#### YOUR ASSIGNMENT
The answer must consist of every line below that holds the word "direction".

━━━━━ ENTRIES SUPPLIED ━━━━━

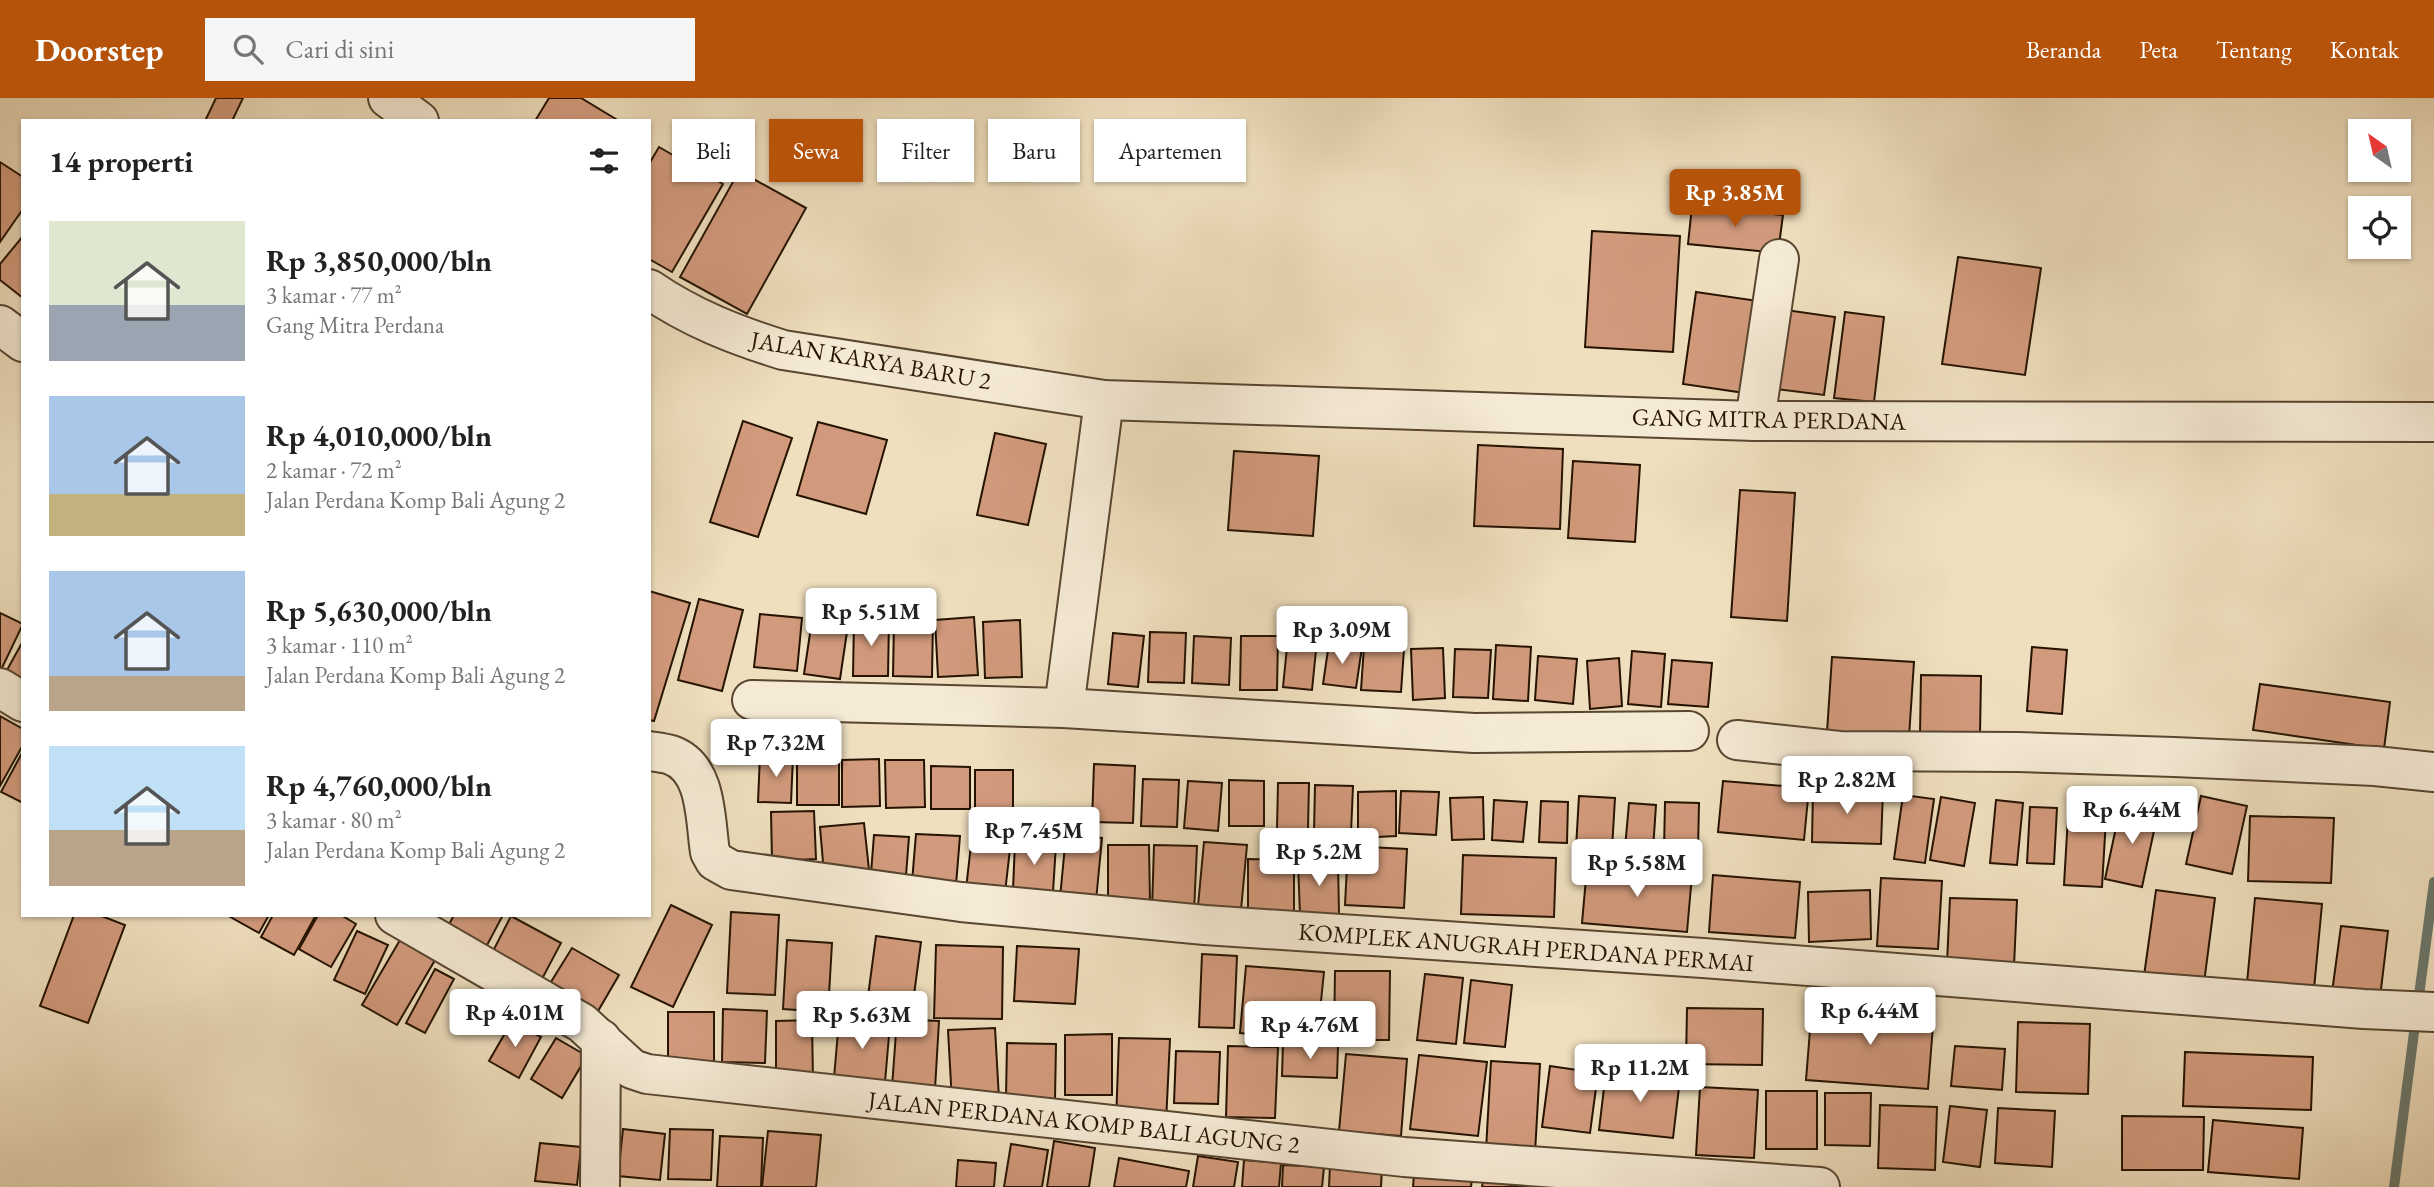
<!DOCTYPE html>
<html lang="id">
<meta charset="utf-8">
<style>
:root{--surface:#fff;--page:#f6f6f6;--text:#222;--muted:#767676;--accent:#b45309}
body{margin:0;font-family:"EB Garamond",serif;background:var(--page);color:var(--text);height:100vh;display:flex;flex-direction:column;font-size:26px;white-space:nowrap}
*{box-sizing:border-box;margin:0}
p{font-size:23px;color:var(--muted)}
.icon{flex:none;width:38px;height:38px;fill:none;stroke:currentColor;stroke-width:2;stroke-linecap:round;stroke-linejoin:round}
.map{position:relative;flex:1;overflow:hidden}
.side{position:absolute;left:21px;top:21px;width:630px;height:798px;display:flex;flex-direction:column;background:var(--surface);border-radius:0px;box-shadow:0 2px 5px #0004}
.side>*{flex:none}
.hud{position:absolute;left:672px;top:21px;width:665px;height:63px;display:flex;gap:14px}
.needle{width:46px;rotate:326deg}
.controls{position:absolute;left:2348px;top:21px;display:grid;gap:14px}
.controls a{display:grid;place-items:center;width:63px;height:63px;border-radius:0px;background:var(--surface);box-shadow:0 2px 5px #0004;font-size:35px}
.price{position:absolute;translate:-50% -60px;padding:0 16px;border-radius:7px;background:#fff;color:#222;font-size:23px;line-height:46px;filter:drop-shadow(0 2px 4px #0008)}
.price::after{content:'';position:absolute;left:50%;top:42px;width:21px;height:16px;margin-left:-10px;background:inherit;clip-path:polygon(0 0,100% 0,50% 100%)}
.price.on{background:var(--accent);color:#fff}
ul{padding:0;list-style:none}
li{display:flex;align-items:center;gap:21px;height:175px;padding:0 28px}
li span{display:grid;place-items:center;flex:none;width:196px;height:140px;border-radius:0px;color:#555}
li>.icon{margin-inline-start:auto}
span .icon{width:84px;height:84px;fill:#fffc;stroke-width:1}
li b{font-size:30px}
h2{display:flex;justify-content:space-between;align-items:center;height:84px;padding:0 28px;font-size:30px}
.tag{padding:0 24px;border-radius:0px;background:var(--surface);box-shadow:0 2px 5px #0004;font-size:24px;line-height:63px}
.tag.on{background:var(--accent);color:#fff}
header{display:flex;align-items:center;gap:42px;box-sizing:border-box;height:98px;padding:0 35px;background:var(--accent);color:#fff}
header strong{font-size:33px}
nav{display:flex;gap:38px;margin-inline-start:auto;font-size:24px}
.search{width:490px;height:63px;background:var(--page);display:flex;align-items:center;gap:18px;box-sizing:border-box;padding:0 24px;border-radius:0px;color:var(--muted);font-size:26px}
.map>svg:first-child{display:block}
</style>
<header>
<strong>Doorstep</strong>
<div class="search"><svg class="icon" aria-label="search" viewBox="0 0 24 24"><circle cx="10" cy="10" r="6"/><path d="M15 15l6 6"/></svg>Cari di sini</div>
<nav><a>Beranda</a><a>Peta</a><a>Tentang</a><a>Kontak</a></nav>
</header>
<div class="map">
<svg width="2434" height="1089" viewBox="0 0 2434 1089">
<rect width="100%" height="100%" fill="#efdfbe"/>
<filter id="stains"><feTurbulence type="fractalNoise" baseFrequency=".00286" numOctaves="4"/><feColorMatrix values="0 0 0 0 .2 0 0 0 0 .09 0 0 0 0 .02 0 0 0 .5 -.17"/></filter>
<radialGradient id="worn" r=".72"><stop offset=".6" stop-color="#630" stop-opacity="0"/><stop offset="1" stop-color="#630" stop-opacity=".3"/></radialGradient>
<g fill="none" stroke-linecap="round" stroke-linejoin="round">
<g stroke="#6b786d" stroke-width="10">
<path d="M2418,905L2434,784"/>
<path d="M2394,1089L2416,919"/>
</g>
</g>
<g fill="#d29a7c" stroke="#251300" stroke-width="2">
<path d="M216,0H243L232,23H205Z"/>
<path d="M549,0H581L619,23H535Z"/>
<path d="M659,49L723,86L672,174L649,161V66Z"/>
<path d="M0,64L23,79V111L0,144Z"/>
<path d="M739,73L806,110L747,216L680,179Z"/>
<path d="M1692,108L1783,117L1778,155L1688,146Z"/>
<path d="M1592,133L1680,138L1673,254L1585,249Z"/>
<path d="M23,138V200L0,182V166Z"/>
<path d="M1958,159L2041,170L2025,277L1942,266Z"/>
<path d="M1696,194L1758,203L1745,295L1683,286Z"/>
<path d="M1779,211L1835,219L1824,297L1768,290Z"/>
<path d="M1845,214L1884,219L1874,304L1834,300Z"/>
<path d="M743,323L792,340L758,439L710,424Z"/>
<path d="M818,324L887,342L866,416L797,397Z"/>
<path d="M995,335L1046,346L1028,427L977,417Z"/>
<path d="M1478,347L1563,351L1560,431L1474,428Z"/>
<path d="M1234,353L1319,358L1313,438L1228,432Z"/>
<path d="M1573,363L1640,367L1635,444L1568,440Z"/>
<path d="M1740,392L1795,395L1787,523L1731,519Z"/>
<path d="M649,493L690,505L654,623L649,622Z"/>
<path d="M699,501L743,512L722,593L678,582Z"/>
<path d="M0,515L23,526L0,574Z"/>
<path d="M760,516L802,520L797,573L754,569Z"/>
<path d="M974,519L978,577L938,579L935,522Z"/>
<path d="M854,521L889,522L888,578H853Z"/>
<path d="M812,522L848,527L840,581L804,576Z"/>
<path d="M894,522H933L932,579L893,578Z"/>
<path d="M1020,522L1022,579L985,580L983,524Z"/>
<path d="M1150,534L1186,535L1184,585L1148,584Z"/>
<path d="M1113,535L1144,538L1138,589L1108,586Z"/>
<path d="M1194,538L1231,540L1229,587L1192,585Z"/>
<path d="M1241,538H1278L1277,592H1240Z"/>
<path d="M23,543V592L2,581Z"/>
<path d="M1329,545L1362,549L1356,590L1323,586Z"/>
<path d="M1496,547L1531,549L1528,603L1493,601Z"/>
<path d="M1364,548L1404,551L1401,594L1361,592Z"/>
<path d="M1287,549L1316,552L1312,592L1283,589Z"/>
<path d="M2032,549L2067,552L2062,616L2027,613Z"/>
<path d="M1443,550L1445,600L1413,602L1411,551Z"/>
<path d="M1455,551L1491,552L1488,600L1453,599Z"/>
<path d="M1632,553L1665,556L1661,609L1628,606Z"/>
<path d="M1538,558L1577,561L1573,606L1535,602Z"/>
<path d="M1832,559L1914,564L1909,639L1827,634Z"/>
<path d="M1619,560L1622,608L1590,611L1587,563Z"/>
<path d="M1672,562L1712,565L1708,609L1668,606Z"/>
<path d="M1921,577L1981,578L1980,637H1920Z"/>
<path d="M2260,586L2390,604L2384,651L2253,632Z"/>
<path d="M0,618L23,631V647L0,688Z"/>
<path d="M23,653V705L1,694Z"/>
<path d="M839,654V707H797V655Z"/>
<path d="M760,657L793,658L791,705L758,704Z"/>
<path d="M879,661L880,708L842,709V662Z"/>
<path d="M885,662H924L925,709L886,710Z"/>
<path d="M1094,666L1135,668L1133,725L1092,724Z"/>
<path d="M931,668L970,669V711H931Z"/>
<rect x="975" y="672" width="38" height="44"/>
<path d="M1143,681L1179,682L1177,729L1141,728Z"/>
<path d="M1229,682L1264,683V728H1229Z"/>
<path d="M1188,683L1222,685L1218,733L1184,730Z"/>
<path d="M1723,683L1809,690L1804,742L1718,734Z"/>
<path d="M1278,685H1309L1308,731H1277Z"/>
<path d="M1315,687L1353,688L1351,735L1314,734Z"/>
<path d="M1813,691L1883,692L1881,746L1812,744Z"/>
<path d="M1396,693V738L1358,740V694Z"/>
<path d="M1401,693L1439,694L1436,737L1399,735Z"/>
<path d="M1903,697L1934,701L1925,765L1894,761Z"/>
<path d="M1579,698L1615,700L1612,751L1576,750Z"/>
<path d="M2201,698L2247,708L2232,776L2186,766Z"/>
<path d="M1483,699L1484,741L1452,742L1450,700Z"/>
<path d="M1941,699L1975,705L1964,768L1930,762Z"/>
<path d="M2069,701L2107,703L2102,789L2064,787Z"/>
<path d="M1494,702L1527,704L1523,744L1492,742Z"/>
<path d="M1996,702L2023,705L2017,767L1990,765Z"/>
<path d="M1541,703L1568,704L1567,745L1539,744Z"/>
<path d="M1665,704L1699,705L1698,753L1664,752Z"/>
<path d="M1629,705L1656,707L1653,752L1625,750Z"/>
<path d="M2121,706L2158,714L2142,789L2105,781Z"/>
<path d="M2030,709L2057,710L2054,766L2027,765Z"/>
<path d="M814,713L816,761L772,763L771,714Z"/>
<path d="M2250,718L2334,720L2331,785L2248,783Z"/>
<path d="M864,725L869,772L824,776L820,729Z"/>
<path d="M916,736L960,738L956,787L912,784Z"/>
<path d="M874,737L909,739L905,790L870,788Z"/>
<path d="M1066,737L1102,740L1096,803L1060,800Z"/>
<path d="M972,738L1011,742L1005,795L966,791Z"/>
<path d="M1015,744L1056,746L1053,794L1013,792Z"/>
<path d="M1204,744L1247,747L1241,812L1198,808Z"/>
<path d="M1108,747H1149L1150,805L1108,806Z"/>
<path d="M1154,747L1197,748L1194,814L1152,812Z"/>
<path d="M1348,748L1407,751L1404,810L1345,807Z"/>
<path d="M1463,757L1556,760L1554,819L1461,816Z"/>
<path d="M1248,761L1294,762V815L1248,814Z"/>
<path d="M1338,763L1339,816L1300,817L1298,764Z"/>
<path d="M1587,769L1692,777L1687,834L1582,825Z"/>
<path d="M1713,777L1800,784L1795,840L1709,834Z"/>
<path d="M1881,780L1942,783L1938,851L1877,848Z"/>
<path d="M1870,792L1871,841L1809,844L1808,794Z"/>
<path d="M2156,792L2215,800L2203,893L2143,885Z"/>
<path d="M1950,800L2017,802L2014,868L1947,865Z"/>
<path d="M2255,800L2322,806L2314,891L2247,885Z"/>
<path d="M671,807L712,827L673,909L631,889Z"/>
<path d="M731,814L779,817L775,897L727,895Z"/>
<path d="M74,817H99L125,827L88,925L40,908Z"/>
<path d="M227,817H269L259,835Z"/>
<path d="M273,817H316L294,857L261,839Z"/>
<path d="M318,817H341L356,826L331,869L299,851Z"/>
<path d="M454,817H503L485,851L447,830Z"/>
<path d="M511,818L561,845L542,881L492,855Z"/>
<path d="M2341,828L2388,833L2379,908L2331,902Z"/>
<path d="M357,833L388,847L365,896L334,882Z"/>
<path d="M876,838L921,844L912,912L867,906Z"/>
<path d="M400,842L435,862L397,927L362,907Z"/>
<path d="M787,842L832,845L828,914L783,911Z"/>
<path d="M936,847L1003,849L1002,921L934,920Z"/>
<path d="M1017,848L1079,851L1075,906L1014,903Z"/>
<path d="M572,850L619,877L594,920L546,892Z"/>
<path d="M1202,856L1237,858L1234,930L1199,929Z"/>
<path d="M1246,868L1324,874L1317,942L1240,935Z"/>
<path d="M435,871L454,881L425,935L406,925Z"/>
<path d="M1335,873H1390L1389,942H1334Z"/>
<path d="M1425,876L1463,880L1456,946L1417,942Z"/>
<path d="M1471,882L1512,887L1505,949L1464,945Z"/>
<path d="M1812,907L1934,915L1928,991L1806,982Z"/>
<path d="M1687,910L1763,911L1762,967L1686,966Z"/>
<path d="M723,911L767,913L765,965L722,964Z"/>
<rect x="668" y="914" width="46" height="57"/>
<path d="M897,921L939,923L935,991L892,989Z"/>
<path d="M812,922L813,983H776V923Z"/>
<path d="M839,922L890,926L885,984L834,980Z"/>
<path d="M512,923L541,939L519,980L489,963Z"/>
<path d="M2018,924L2090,926L2088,996L2016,994Z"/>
<path d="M995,930L999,1001L952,1004L948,932Z"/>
<path d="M1112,936V997H1065V937Z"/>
<path d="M556,940L587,958L562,1000L531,981Z"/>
<path d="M1119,940L1170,941L1166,1025L1116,1023Z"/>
<path d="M1007,945L1056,946L1055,1001L1006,999Z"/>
<path d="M1283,945L1338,948L1337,980L1282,978Z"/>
<path d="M1228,948L1278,949L1275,1020L1226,1019Z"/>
<path d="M1955,948L2005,951L2002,992L1951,988Z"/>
<path d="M1176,953L1220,954L1218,1006L1174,1005Z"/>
<path d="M2185,954L2313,959L2311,1012L2183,1008Z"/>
<path d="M1346,956L1407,961L1401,1038L1339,1033Z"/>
<path d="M1419,957L1487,964L1478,1038L1410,1031Z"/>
<path d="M1491,963L1540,966L1535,1055L1486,1052Z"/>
<path d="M1550,968L1598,975L1590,1035L1542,1029Z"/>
<path d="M1606,973L1680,981L1673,1040L1599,1032Z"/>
<path d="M1700,989L1758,992L1754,1060L1696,1057Z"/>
<rect x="1766" y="993" width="51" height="58"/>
<path d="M1825,995H1871L1870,1048L1825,1047Z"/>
<path d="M1880,1007L1937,1009L1935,1072L1878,1070Z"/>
<path d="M1950,1008L1987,1012L1980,1069L1943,1064Z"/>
<path d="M1998,1010L2055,1013L2052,1069L1995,1065Z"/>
<path d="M2122,1018L2204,1019L2203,1072H2122Z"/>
<path d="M2213,1022L2303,1030L2299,1081L2208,1074Z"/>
<path d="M623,1031L665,1036L660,1082L618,1078Z"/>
<path d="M670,1031L713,1032L711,1082L668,1081Z"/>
<path d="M768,1033L821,1037L816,1089H762Z"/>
<path d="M720,1038L763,1040L761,1089H717Z"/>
<path d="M1054,1043L1095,1050L1089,1089H1047Z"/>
<path d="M540,1045L581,1049L577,1087L535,1083Z"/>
<path d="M1011,1046L1048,1052L1042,1089H1004Z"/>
<path d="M1198,1058L1238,1064L1234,1089H1193Z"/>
<path d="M1119,1060L1189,1073L1186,1089H1114Z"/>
<path d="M958,1062L996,1065L994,1089H956Z"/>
<path d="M1244,1062L1281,1065L1279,1089H1242Z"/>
<path d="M1283,1067L1324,1069L1322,1089H1282Z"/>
<path d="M1330,1067L1382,1069L1381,1089H1329Z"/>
<path d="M1414,1077L1472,1081L1471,1089H1413Z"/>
<path d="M1483,1083L1528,1089H1482Z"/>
</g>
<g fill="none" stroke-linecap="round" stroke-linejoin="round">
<g stroke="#584630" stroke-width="42">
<g id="minor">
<path d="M388,0L419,23"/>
<path d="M649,191C691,220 735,237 783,252L1104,302L1755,323L2434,324"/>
<path d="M0,227L23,244"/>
<path d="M1755,323L1779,161"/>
<path d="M0,590L23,604"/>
<path d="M752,602L1064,610L1474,635L1689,633"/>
<path d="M1064,610L1104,302"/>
<path d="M1737,642L1839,653L2018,654L2174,659L2375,668L2434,674"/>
<path d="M649,653C656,654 665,655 671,657C708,670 705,723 710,754L715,763L731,772L961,804L1205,827L1703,860L2364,911L2434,914"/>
<path d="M395,817L582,925L632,971L647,976L1404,1059L1820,1089"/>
<path d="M600,1089L601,941"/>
</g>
</g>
<use href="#minor" stroke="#f5ead5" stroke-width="38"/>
</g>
<g text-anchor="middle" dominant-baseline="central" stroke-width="5" stroke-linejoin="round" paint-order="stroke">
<g font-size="24" fill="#251300" stroke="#f5ead5">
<text transform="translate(871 262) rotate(10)">JALAN KARYA BARU 2</text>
<text transform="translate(1769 321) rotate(1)">GANG MITRA PERDANA</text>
<text transform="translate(1526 849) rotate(4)">KOMPLEK ANUGRAH PERDANA PERMAI</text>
<text transform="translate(1084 1024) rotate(6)">JALAN PERDANA KOMP BALI AGUNG 2</text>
</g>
</g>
<rect width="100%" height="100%" filter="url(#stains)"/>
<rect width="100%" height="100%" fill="url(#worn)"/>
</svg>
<div class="controls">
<a><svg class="needle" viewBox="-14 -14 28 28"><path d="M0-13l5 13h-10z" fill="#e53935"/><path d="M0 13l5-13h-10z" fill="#767676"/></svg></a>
<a><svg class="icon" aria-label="locate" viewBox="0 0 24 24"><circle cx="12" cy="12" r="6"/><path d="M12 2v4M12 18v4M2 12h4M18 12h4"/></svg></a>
</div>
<b class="price on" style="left:1735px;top:131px">Rp 3.85M</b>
<b class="price" style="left:871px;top:550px">Rp 5.51M</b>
<b class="price" style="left:1342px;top:568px">Rp 3.09M</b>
<b class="price" style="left:776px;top:681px">Rp 7.32M</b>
<b class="price" style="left:1847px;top:718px">Rp 2.82M</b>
<b class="price" style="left:2132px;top:748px">Rp 6.44M</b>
<b class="price" style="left:1034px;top:769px">Rp 7.45M</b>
<b class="price" style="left:1319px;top:790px">Rp 5.2M</b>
<b class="price" style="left:1637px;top:801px">Rp 5.58M</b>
<b class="price" style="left:1870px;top:949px">Rp 6.44M</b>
<b class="price" style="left:515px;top:951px">Rp 4.01M</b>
<b class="price" style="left:862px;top:953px">Rp 5.63M</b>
<b class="price" style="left:1310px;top:963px">Rp 4.76M</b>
<b class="price" style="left:1640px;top:1006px">Rp 11.2M</b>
<div class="hud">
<a class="tag">Beli</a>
<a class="tag on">Sewa</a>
<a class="tag">Filter</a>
<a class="tag">Baru</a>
<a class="tag">Apartemen</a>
</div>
<section class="side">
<h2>14 properti<svg class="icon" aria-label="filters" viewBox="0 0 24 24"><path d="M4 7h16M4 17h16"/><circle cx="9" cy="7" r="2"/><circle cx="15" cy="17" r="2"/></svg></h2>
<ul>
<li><span style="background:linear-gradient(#dfe7d0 60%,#9aa5b1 0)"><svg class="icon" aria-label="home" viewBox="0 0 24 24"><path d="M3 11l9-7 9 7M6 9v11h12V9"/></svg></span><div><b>Rp 3,850,000/bln</b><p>3 kamar · 77 m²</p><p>Gang Mitra Perdana</p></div></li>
<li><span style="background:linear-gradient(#a9c7e8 70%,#c2b280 0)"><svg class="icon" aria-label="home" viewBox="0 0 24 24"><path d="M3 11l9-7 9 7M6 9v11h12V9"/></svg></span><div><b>Rp 4,010,000/bln</b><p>2 kamar · 72 m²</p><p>Jalan Perdana Komp Bali Agung 2</p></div></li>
<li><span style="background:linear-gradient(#a9c7e8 75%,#b9a48a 0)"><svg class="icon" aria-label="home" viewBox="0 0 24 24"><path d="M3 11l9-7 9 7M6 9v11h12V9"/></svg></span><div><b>Rp 5,630,000/bln</b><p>3 kamar · 110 m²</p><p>Jalan Perdana Komp Bali Agung 2</p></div></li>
<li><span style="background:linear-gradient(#bfe0f5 60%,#b9a48a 0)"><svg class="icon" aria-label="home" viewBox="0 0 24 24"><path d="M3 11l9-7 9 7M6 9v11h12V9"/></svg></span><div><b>Rp 4,760,000/bln</b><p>3 kamar · 80 m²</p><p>Jalan Perdana Komp Bali Agung 2</p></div></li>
</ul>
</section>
</div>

━━━━━

#### PROBLEM SOLUTION
body{margin:0;font-family:"EB Garamond",serif;background:var(--page);color:var(--text);height:100vh;display:flex;flex-direction:column;font-size:26px;white-space:nowrap}
.side{position:absolute;left:21px;top:21px;width:630px;height:798px;display:flex;flex-direction:column;background:var(--surface);border-radius:0px;box-shadow:0 2px 5px #0004}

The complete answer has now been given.